- To do:
Copy out exactly the lines below that run from the one holding "M 1779,959 L" to the one holding "M 482,1171 L 848,1227", keeping both of those lines and no others.

Stored dataset items
^^^^^^^^^^^^^^^^
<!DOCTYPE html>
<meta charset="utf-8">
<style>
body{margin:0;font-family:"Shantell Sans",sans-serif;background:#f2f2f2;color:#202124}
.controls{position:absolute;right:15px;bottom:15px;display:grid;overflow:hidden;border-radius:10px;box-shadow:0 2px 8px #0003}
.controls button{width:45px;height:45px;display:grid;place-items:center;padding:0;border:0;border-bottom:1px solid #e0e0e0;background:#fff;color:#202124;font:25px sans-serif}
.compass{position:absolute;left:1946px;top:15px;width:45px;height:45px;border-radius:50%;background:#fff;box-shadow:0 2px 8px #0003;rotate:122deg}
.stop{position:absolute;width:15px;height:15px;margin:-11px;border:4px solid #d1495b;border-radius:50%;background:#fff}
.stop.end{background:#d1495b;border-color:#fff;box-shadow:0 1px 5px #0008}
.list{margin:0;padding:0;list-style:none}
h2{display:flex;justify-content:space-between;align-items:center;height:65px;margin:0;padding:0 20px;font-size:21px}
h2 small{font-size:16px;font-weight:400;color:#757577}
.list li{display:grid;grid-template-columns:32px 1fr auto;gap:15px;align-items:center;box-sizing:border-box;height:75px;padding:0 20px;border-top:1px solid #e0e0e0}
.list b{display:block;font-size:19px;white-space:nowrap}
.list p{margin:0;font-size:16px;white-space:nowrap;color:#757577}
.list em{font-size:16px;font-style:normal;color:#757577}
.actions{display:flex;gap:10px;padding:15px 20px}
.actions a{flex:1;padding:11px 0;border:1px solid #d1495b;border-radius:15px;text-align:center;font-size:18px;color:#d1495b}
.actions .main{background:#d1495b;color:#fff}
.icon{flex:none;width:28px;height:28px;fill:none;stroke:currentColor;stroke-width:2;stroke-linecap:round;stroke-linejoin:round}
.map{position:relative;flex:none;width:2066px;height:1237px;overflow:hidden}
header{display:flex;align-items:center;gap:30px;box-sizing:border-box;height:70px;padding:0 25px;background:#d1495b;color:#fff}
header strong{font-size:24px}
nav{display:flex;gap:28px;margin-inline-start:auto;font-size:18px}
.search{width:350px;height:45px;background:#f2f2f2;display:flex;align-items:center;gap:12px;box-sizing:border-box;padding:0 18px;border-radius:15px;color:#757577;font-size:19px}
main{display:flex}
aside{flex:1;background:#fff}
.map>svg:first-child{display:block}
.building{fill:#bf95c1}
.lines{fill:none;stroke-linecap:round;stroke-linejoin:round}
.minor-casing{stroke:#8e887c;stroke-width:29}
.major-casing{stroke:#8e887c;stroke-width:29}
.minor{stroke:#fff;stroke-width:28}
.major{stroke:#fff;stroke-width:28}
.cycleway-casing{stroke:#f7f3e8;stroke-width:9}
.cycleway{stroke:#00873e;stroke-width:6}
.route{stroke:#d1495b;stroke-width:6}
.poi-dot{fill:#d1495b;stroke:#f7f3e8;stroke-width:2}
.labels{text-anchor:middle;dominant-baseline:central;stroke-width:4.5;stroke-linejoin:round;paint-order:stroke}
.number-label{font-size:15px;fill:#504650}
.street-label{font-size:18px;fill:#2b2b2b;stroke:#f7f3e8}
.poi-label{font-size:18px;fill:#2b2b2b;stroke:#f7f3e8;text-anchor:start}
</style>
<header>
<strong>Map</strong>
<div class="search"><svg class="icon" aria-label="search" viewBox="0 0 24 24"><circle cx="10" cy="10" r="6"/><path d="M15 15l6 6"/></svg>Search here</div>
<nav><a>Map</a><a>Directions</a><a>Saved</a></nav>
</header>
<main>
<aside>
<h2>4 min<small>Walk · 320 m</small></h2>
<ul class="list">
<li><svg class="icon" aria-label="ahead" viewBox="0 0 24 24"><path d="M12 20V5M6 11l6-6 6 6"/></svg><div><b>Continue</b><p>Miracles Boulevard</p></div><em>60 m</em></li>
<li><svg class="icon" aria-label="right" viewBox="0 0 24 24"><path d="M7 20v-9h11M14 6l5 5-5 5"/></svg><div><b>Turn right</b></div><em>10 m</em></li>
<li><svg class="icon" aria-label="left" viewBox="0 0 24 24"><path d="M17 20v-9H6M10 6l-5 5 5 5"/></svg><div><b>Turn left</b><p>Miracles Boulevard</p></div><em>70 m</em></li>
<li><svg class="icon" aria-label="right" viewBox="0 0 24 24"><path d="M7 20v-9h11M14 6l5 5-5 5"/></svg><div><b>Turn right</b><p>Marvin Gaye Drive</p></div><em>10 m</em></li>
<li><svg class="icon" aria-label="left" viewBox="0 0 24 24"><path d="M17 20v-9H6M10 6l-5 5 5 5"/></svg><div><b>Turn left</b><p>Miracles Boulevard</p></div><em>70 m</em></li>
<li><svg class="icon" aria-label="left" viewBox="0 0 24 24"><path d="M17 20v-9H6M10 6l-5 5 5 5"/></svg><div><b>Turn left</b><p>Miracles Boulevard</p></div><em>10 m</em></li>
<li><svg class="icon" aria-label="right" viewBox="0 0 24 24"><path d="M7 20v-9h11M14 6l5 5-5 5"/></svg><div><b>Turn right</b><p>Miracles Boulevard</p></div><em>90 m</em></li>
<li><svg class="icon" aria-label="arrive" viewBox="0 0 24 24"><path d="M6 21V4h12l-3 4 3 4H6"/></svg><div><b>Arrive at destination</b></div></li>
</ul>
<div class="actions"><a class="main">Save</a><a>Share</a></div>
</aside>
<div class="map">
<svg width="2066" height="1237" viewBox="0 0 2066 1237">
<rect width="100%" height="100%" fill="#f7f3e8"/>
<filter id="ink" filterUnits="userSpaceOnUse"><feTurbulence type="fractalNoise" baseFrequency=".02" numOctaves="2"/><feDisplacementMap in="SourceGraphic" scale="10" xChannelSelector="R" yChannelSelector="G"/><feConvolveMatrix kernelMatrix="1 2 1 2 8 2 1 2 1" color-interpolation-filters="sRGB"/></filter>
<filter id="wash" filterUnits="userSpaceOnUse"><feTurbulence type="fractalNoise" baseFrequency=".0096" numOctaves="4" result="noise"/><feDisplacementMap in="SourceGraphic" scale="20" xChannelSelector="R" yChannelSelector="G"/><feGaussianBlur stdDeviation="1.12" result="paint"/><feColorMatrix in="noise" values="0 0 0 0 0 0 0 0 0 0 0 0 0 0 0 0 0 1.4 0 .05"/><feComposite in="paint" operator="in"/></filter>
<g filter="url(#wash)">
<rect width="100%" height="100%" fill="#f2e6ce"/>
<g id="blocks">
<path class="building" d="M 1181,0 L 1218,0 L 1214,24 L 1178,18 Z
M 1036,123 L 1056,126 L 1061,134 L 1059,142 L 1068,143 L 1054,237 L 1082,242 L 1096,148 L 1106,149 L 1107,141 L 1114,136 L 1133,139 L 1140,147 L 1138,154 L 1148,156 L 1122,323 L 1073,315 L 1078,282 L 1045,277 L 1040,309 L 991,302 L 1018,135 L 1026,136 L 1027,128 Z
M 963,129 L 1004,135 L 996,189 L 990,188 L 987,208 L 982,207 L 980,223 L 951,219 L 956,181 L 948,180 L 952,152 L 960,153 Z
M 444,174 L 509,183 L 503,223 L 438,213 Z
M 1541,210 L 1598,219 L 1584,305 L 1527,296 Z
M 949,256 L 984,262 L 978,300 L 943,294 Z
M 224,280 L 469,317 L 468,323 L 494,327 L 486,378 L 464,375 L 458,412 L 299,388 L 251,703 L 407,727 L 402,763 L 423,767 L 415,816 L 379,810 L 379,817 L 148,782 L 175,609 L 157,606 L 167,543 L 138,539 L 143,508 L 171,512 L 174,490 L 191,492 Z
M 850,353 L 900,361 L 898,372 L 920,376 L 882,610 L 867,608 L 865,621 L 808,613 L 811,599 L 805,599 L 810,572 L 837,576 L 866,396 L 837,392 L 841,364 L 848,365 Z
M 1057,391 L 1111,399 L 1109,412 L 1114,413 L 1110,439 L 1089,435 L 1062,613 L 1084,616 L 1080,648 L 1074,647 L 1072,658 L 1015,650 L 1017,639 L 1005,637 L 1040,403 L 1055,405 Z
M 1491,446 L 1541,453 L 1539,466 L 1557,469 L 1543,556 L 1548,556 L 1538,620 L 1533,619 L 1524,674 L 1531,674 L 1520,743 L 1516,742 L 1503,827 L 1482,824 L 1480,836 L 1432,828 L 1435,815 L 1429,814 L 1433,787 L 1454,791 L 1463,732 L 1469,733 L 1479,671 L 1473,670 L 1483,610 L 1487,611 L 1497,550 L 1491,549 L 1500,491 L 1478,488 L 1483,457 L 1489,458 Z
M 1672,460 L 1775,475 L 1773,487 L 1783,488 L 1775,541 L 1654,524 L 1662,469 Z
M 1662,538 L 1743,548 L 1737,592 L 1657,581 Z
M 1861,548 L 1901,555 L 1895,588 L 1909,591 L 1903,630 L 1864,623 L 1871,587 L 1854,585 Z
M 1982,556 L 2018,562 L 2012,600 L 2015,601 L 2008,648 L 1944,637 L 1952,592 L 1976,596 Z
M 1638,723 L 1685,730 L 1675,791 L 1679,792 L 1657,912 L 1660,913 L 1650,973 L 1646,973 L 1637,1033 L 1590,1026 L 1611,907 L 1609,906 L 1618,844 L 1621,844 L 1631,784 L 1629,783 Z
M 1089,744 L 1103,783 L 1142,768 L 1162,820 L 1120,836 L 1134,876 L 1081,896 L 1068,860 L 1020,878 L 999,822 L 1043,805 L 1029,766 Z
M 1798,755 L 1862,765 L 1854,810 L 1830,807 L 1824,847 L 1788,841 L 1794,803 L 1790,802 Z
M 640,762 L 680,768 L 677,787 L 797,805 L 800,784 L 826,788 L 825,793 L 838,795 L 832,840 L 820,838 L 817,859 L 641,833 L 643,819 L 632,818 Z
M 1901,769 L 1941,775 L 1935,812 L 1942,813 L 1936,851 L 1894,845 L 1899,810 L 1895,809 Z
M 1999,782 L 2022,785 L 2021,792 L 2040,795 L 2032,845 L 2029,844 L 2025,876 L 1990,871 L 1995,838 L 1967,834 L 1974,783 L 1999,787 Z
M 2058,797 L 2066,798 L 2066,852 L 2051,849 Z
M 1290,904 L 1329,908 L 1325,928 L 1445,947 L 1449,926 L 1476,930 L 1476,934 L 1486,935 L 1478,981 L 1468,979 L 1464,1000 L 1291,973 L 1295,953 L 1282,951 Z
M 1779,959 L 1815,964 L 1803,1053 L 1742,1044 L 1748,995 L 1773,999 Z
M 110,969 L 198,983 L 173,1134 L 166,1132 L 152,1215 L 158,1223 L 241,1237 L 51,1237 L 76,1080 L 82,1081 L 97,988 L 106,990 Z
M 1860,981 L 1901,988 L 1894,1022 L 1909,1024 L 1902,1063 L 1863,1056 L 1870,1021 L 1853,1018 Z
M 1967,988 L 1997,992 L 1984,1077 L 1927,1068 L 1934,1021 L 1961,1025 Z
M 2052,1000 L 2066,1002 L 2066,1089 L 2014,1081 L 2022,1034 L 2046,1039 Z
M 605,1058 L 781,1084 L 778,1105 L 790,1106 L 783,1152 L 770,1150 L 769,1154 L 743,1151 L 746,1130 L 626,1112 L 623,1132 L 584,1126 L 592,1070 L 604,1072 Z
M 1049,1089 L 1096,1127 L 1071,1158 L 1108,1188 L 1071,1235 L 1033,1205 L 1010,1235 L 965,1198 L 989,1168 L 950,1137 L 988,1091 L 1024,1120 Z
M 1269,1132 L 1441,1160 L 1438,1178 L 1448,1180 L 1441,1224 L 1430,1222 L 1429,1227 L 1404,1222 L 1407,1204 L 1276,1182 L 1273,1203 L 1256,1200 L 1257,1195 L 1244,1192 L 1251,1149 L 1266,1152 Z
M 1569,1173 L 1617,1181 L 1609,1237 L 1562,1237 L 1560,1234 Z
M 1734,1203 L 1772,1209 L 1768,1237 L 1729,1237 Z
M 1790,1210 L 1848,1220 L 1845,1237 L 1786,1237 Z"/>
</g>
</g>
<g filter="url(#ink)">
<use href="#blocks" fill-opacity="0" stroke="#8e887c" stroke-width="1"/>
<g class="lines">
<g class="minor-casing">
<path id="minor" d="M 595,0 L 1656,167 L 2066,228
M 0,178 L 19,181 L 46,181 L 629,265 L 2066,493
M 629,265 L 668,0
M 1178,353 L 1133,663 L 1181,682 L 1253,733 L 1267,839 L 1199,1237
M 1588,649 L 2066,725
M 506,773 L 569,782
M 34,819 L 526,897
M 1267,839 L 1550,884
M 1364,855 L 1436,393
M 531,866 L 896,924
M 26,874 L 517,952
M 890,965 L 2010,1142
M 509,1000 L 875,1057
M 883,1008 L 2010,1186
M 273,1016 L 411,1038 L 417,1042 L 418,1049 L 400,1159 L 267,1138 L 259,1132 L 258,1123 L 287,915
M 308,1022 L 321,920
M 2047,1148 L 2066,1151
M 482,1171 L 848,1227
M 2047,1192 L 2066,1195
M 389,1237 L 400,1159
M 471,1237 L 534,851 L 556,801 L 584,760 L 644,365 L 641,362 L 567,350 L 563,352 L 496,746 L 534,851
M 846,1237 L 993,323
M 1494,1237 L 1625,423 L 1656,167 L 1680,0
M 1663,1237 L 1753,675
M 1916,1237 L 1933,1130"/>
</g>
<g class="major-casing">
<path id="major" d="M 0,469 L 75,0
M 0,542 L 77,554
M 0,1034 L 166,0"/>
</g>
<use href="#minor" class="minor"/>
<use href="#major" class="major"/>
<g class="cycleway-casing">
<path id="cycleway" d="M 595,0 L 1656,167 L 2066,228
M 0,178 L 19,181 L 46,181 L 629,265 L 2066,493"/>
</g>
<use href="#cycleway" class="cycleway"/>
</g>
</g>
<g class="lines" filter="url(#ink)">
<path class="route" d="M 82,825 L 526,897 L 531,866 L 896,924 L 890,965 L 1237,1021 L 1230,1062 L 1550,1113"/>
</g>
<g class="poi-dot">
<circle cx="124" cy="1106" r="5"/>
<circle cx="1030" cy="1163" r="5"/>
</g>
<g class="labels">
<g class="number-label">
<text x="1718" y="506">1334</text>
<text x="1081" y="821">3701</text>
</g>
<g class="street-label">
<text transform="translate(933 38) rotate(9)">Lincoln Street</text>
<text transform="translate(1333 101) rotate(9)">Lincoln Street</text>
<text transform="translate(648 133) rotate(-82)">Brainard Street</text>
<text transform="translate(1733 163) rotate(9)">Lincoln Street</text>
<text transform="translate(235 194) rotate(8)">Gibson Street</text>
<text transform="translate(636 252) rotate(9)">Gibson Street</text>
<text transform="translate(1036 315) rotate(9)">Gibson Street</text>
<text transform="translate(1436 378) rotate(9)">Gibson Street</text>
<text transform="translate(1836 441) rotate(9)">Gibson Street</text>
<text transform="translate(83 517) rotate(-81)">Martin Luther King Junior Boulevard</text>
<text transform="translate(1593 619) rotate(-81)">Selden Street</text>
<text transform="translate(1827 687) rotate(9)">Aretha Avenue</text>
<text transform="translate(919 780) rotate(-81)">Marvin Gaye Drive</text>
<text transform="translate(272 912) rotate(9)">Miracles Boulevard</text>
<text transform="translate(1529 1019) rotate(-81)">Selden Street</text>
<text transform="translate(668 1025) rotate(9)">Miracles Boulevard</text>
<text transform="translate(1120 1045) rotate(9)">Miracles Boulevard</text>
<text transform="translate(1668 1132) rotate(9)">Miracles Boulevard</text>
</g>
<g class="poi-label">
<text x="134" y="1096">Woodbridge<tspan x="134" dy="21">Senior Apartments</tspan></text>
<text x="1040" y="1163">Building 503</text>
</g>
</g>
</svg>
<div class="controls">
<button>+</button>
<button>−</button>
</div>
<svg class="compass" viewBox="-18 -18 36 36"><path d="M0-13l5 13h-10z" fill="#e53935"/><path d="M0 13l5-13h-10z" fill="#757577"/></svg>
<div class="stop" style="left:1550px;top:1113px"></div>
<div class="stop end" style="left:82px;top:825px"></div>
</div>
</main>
^^^^^^^^^^^^^^^^
- Result:
M 1779,959 L 1815,964 L 1803,1053 L 1742,1044 L 1748,995 L 1773,999 Z
M 110,969 L 198,983 L 173,1134 L 166,1132 L 152,1215 L 158,1223 L 241,1237 L 51,1237 L 76,1080 L 82,1081 L 97,988 L 106,990 Z
M 1860,981 L 1901,988 L 1894,1022 L 1909,1024 L 1902,1063 L 1863,1056 L 1870,1021 L 1853,1018 Z
M 1967,988 L 1997,992 L 1984,1077 L 1927,1068 L 1934,1021 L 1961,1025 Z
M 2052,1000 L 2066,1002 L 2066,1089 L 2014,1081 L 2022,1034 L 2046,1039 Z
M 605,1058 L 781,1084 L 778,1105 L 790,1106 L 783,1152 L 770,1150 L 769,1154 L 743,1151 L 746,1130 L 626,1112 L 623,1132 L 584,1126 L 592,1070 L 604,1072 Z
M 1049,1089 L 1096,1127 L 1071,1158 L 1108,1188 L 1071,1235 L 1033,1205 L 1010,1235 L 965,1198 L 989,1168 L 950,1137 L 988,1091 L 1024,1120 Z
M 1269,1132 L 1441,1160 L 1438,1178 L 1448,1180 L 1441,1224 L 1430,1222 L 1429,1227 L 1404,1222 L 1407,1204 L 1276,1182 L 1273,1203 L 1256,1200 L 1257,1195 L 1244,1192 L 1251,1149 L 1266,1152 Z
M 1569,1173 L 1617,1181 L 1609,1237 L 1562,1237 L 1560,1234 Z
M 1734,1203 L 1772,1209 L 1768,1237 L 1729,1237 Z
M 1790,1210 L 1848,1220 L 1845,1237 L 1786,1237 Z"/>
</g>
</g>
<g filter="url(#ink)">
<use href="#blocks" fill-opacity="0" stroke="#8e887c" stroke-width="1"/>
<g class="lines">
<g class="minor-casing">
<path id="minor" d="M 595,0 L 1656,167 L 2066,228
M 0,178 L 19,181 L 46,181 L 629,265 L 2066,493
M 629,265 L 668,0
M 1178,353 L 1133,663 L 1181,682 L 1253,733 L 1267,839 L 1199,1237
M 1588,649 L 2066,725
M 506,773 L 569,782
M 34,819 L 526,897
M 1267,839 L 1550,884
M 1364,855 L 1436,393
M 531,866 L 896,924
M 26,874 L 517,952
M 890,965 L 2010,1142
M 509,1000 L 875,1057
M 883,1008 L 2010,1186
M 273,1016 L 411,1038 L 417,1042 L 418,1049 L 400,1159 L 267,1138 L 259,1132 L 258,1123 L 287,915
M 308,1022 L 321,920
M 2047,1148 L 2066,1151
M 482,1171 L 848,1227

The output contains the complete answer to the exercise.